[Website Admin’s note: Andrew is on a roll with his third post created in one sitting is below.]
Over the years, we have often received requests for help from people who have acquired a meadow, or are trying to create or restore a field they already own, and who want to get the field cut and baled but don’t have the means to do it themselves. It’s a problem to which we don’t really have a general solution; sometimes we are able to put them in touch with someone else nearby who has found someone who will do it for them, but there are often one or more of the same regular problems: narrow tracks and gateways so modern machinery can’t get in, steep slopes, local farmers aren’t interested in the hay because their dairy cows need high energy silage, too far for them to come for a small amount, and contractors are unlikely to put one or two small fields at the top of their list of priorities. Many have solved the problem by finding local, maybe semi-retired farmers who still have working old machinery that’s suitable for small fields and haymaking, but others aren’t so lucky. At our place, we have the kit to do our own, a 57-year-old tractor and other small-scale haymaking machinery, some old and some newer.
The idea that the meadows group itself could own small-scale haymaking equipment that members could use seems initially attractive, but as others have found, in practice it’s hard to get this system to work. Firstly, it needs some skill to operate this sort of machinery. It’s not user friendly, like domestic machines designed for the average consumer. It takes a bit of patience and practice to coax bales from small scale kit. In the event that it got damaged or wrecked, who would pay? The group, or whoever broke it? If everyone wanted to cut their fields during the same narrow weather window in late summer, would they all draw lots to see who could use it? How would you transport a tractor and three different machines (it can only tow one at once) across the county? And as a group, we just don’t have the sort of money needed to acquire and maintain this sort of kit.
During the most recent steering group meeting, we discussed an alternative idea brought up by Laurence which might well work better. What about having some sort of flying herd (cattle or horses) or flock (sheep) who could be brought in to graze down small meadows? This isn’t maintaining the grassland with constant low intensity grazing, this would be bringing in a large number of grazers who would just eat the meadow down in a week or two, instead of it being mown. Unlike with hay cutting, there isn’t a problem of being restricted to a good weather window.

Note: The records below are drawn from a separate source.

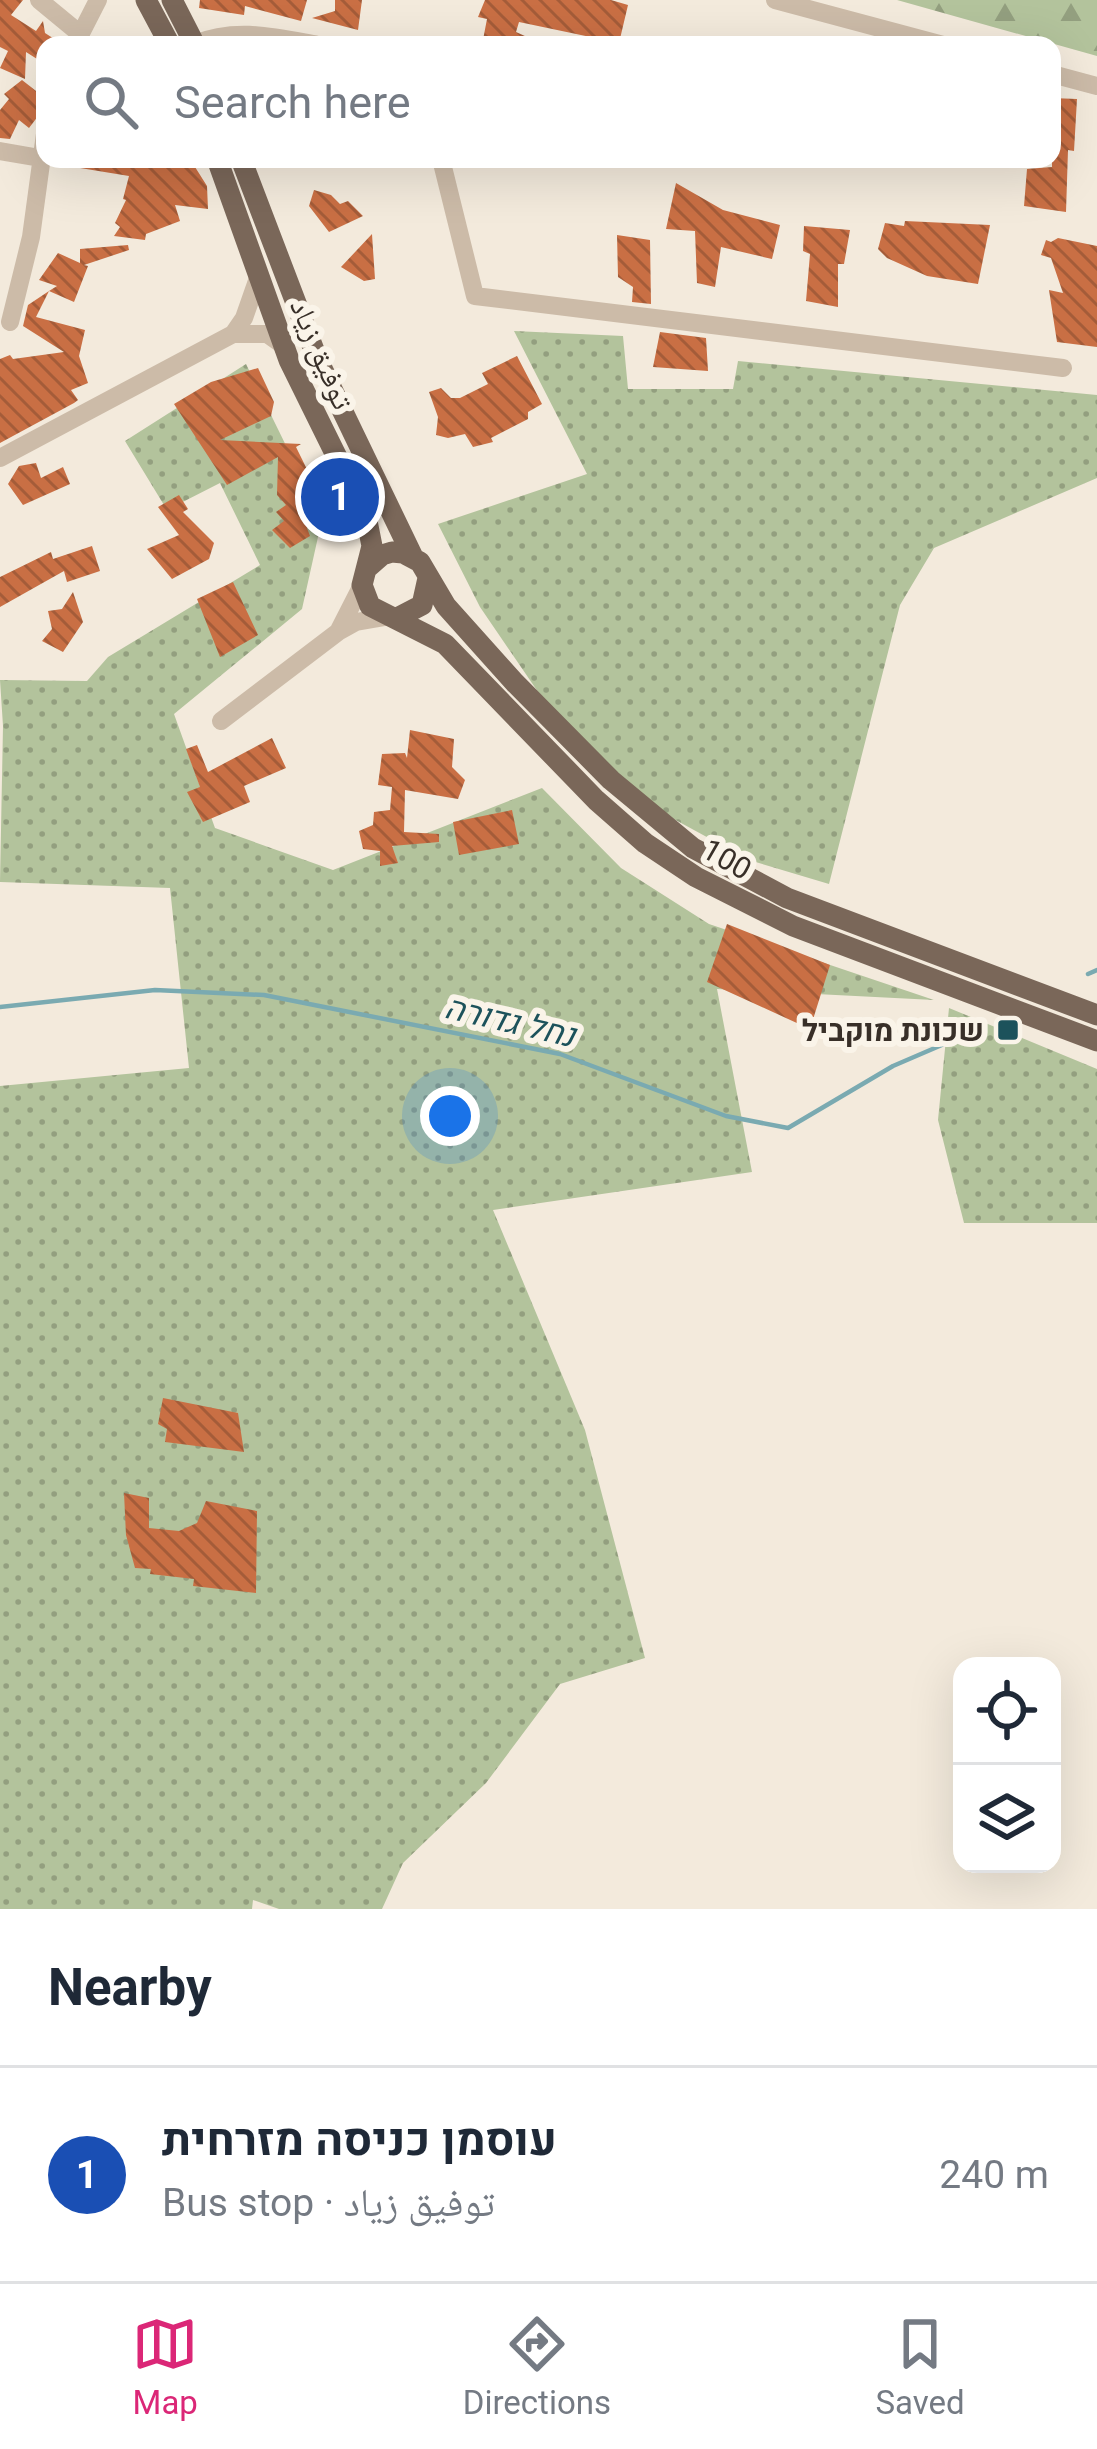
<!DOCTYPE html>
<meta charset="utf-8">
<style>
:root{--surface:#fff;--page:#f6f6f7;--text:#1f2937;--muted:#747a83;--line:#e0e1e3;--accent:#db2777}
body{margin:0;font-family:Roboto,"Noto Naskh Arabic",Heebo,sans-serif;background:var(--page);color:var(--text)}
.controls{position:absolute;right:36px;bottom:36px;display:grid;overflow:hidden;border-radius:24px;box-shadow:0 12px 48px #0002}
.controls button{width:108px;height:108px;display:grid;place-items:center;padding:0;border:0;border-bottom:3px solid var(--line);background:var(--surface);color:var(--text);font:60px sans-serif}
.you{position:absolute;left:450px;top:1116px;width:42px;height:42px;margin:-30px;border:9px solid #fff;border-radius:50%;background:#1a73e8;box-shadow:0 0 0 18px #1a73e833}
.badge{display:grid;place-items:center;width:78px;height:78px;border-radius:50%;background:var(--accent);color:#fff;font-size:39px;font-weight:700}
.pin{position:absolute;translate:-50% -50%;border:6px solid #fff;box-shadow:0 3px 12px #0006}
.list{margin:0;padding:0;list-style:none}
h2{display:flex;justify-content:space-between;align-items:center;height:156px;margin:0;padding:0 48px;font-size:51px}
h2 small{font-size:39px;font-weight:400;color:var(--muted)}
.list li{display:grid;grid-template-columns:78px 1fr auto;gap:36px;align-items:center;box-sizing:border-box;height:216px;padding:0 48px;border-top:3px solid var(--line)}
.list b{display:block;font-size:45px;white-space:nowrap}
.list p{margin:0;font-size:39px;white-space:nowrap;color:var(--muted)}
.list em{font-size:39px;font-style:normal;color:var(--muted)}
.icon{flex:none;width:66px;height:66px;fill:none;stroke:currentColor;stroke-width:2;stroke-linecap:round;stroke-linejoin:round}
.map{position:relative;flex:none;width:1097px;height:1909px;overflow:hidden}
.search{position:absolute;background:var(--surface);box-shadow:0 12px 48px #0002;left:36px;right:36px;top:36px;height:132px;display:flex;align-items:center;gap:30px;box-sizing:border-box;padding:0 42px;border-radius:24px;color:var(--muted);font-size:45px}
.sheet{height:372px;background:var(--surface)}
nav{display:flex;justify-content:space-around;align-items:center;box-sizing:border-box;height:168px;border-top:3px solid var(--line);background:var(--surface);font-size:33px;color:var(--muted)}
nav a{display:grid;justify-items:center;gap:6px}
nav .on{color:var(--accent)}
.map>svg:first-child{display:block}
</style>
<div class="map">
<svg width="1097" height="1909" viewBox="0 0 1097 1909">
<defs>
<pattern id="grass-dots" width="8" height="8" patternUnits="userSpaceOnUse" patternTransform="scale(3)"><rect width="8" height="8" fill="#b3c39c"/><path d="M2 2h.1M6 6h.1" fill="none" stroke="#939f7f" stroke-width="1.8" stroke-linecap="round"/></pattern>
<pattern id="forest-firs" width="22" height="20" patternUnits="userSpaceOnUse" patternTransform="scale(3)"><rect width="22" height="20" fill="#b3c39c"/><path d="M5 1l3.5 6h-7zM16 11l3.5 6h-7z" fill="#939f7f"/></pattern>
<pattern id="building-back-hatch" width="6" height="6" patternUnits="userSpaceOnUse" patternTransform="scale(3)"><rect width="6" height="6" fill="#c96f44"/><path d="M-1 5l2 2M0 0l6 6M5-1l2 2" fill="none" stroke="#a45c39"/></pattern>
</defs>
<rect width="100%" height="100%" fill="#f3eadc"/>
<path fill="url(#grass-dots)" d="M514,331L623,336L628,389H733L738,361L1097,395V478L934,548L900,605L829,884L749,860L659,811L577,749L480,607L438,524L587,474Z
M246,364L322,519L302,609L174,714L215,828L333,870L542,788L621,868L709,924L934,1000L717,989L752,1172L493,1210L585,1430L645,1658L560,1684L486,1783L403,1863L382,1909H279L253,1900L252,1909H0V1086L189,1068L170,888L0,882L3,726L0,680L87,681L108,657L260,565L220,483L167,510L125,441Z
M949,1008L1097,1069V1223H964L938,1120Z"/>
<path fill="url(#forest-firs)" d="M897,0H1097V56Z"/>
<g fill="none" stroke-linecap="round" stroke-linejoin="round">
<path stroke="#7aaab1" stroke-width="4.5" d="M1088,974L1097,970
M0,1007L155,990L264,995L560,1054L726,1116L788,1128L893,1066L979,1029"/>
</g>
<path fill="url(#building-back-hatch)" d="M0,0H23L11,15L36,31L43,21L45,33L62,44L45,45V64L26,52L25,79L0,68L8,51L0,47Z
M200,0H307L301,21L245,6L244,15L199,8Z
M335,0H362L358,30L312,18L335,11Z
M485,0H611L628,5L619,43L519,22L516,32L545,45H482L487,19L478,17Z
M22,80L45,98V107L29,128L19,120L10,139L0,138V110L9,99L4,94Z
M1052,98L1077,99L1074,151L1068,150L1066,212L1024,206L1027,169L1052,167Z
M75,159H190L207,186L208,209L175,205L180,221L146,234L145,240L114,236L120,227L115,223L126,200L123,199L129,176L74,167Z
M676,183L723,210L780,225L772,259L721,247L715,287L697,283L695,231L666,229Z
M314,190L331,195L340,204L348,201L363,216L329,232L309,206Z
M905,221L990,225L978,284L927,276L887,258L878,249L885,223L904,226Z
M804,226L850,230L844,264H838V307L806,301L810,254L803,251Z
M372,234L375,279L364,281L341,267Z
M617,235L650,240L651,304L632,302L633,287L618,277Z
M1058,238L1097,246V347L1057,342L1049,290L1063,293L1051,258L1041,255L1046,240L1051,242Z
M128,245L129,250L84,265L88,266L74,302L49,291L57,286L39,280L58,253L80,263V249Z
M49,291L36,317L85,330L79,356L88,383L71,390L78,400L74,403L0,443V359L10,355L13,359L64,352L23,326L28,305Z
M660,332L706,338L708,371L653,367Z
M517,356L542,404L528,412V419L491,438L493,442L473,447L465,434L448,438L436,435L438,417L429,392L441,388L451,398H460L488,384L482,373Z
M258,368L274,402L271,416L220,440L301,444L296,447L331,518L307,528L310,536L290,548L272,530L284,521L276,512L286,505L277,495L278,457L227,485L174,404L211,382Z
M36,463L41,478L63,467L70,484L23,505L8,484L19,466Z
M179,495L188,509L183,512L214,543L209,559L172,579L147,549L179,535L158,507Z
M92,546L100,571L67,582L64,571L0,607V577L51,552L53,559Z
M233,582L258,635L220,657L197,599Z
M73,592L83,622L63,652L42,641L52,629L48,611L62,609Z
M410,730L454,739L452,767L465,780L458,799L405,790L404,832L439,834V842L392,846L398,863L380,866V851L363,849L359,831L373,825L374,812L390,810L392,787L378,785L382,754L405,753L407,758Z
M272,738L286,768L244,786L250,802L203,822L187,792L200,787L186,749L197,745L208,772Z
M512,810L519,844L459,855L453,822Z
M727,924L830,965L810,1029L707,982Z
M163,1398L238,1413L244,1452L165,1442L167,1429L158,1424Z
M124,1493L149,1498V1528L179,1531L197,1523L206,1501L257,1511L256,1593L193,1586L194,1579L150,1574L151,1569L135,1568L126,1535Z"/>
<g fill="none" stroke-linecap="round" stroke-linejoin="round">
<path stroke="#ccbba8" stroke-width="18" d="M39,0L79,33
M775,0L943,45
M194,44C237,27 274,37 318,45
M75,45L98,0
M1052,74L1097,86
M0,151L40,158
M441,159L475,296L1063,368
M10,322L31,237L45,134
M233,334L244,318L258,278
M0,458L233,334H267L284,346
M338,632L362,585
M221,721L338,632L356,622L385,617"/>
<path stroke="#7a6759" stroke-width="21" d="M146,0L170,45
M172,0L195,45
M217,159L289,360L366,516L372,546L362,585L370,606L445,644L596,800L645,843L696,877L793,926L1097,1041
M241,159L317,358L413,557
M366,569L382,555L392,552L403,553L420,562L446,606L515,683L611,780L693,848L787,898L1097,1015
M397,618L422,605L428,578"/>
</g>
<rect fill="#1c525b" stroke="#faf4e9" stroke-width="4.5" x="996" y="1018" width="24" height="24" rx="6"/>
<g text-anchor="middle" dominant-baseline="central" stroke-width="12" stroke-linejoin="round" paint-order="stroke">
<g font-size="30" fill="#382f28" stroke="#faf4e9">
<text transform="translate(322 354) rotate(67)">توفيق زياد</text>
<text transform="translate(727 859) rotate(30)">100</text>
</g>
<g font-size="30" font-weight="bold" fill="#382f28" stroke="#faf4e9" text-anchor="end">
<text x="984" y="1030">שכונת מוקביל</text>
</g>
<g font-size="33" font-style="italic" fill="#1c525b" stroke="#faf4e9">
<text transform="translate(510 1021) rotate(13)">נחל גדורה</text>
</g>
</g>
</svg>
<div class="controls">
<button><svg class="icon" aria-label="locate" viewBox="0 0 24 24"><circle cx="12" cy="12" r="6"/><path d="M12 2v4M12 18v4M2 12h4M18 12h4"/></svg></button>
<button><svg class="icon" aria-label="layers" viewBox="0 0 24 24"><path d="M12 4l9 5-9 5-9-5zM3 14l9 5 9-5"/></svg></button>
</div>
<div class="you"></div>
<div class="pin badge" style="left:340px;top:497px;background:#1a4fb4">1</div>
<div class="search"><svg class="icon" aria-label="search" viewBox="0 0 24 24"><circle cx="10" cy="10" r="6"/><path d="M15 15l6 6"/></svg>Search here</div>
</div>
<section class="sheet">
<h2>Nearby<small></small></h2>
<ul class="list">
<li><span class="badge" style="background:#1a4fb4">1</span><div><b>עוסמן כניסה מזרחית</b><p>Bus stop · توفيق زياد</p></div><em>240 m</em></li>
</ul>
</section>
<nav>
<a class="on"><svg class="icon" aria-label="map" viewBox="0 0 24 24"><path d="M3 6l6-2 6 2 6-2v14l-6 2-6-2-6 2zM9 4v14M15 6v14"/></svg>Map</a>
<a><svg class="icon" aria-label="directions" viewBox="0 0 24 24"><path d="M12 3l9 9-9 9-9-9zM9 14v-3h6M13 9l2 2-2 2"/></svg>Directions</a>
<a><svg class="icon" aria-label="saved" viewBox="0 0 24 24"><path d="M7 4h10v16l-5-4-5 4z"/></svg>Saved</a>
</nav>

If you read this post on the blog: https://carmarthenshiremeadows.com/2020/09/17/feature-article-by-our-chairman-the-benefit-of-hindsight/ you’ll see that this is exactly what we did with our fields this year, when we left hay cutting too late and the storms and constant rain arrived.
Sheep are easier to transport than cattle or horses, and cattle have the complication of TB precautions. The fields would have to be adequately fenced; sheep fencing is less demanding than that for cattle which will just push the fence down if the grass is greener the other side. Electric fencing can be used for cattle and horses (and for sheep but you need 4 or more strands). The landowner could be responsible for checking the animals while they were there, otherwise there would be a lot of work and stress for their owners; so, it could possibly be a moneyless arrangement if the farmer got free grazing, but the landowner should expect to pay for the service if the farmer had to keep checking the stock and arranging electric fencing.
Grazers could be there in spring, then the field would be closed off between, say, April to July, then when enough species had flowered and set seed to the landowner’s satisfaction, the animals would return and eat it all when you’d normally cut the hay. When some regrowth had appeared in autumn/early winter they could graze a bit more.
This isn’t a direct replacement for haycut type management, and no doubt it would give different results in terms of what species came to increase or decrease; but it would be much better than nothing, and much better for botanical diversity than just grazing it down to a lawn all year round.
We’d be very interested to hear what CMG members think of this idea, and if anyone who has been having trouble getting their meadow cut would see this as a viable alternative. You could even get your field properly fenced, or invest in an electric fencing system which would be much less expensive than acquiring the machinery to do the hay cut!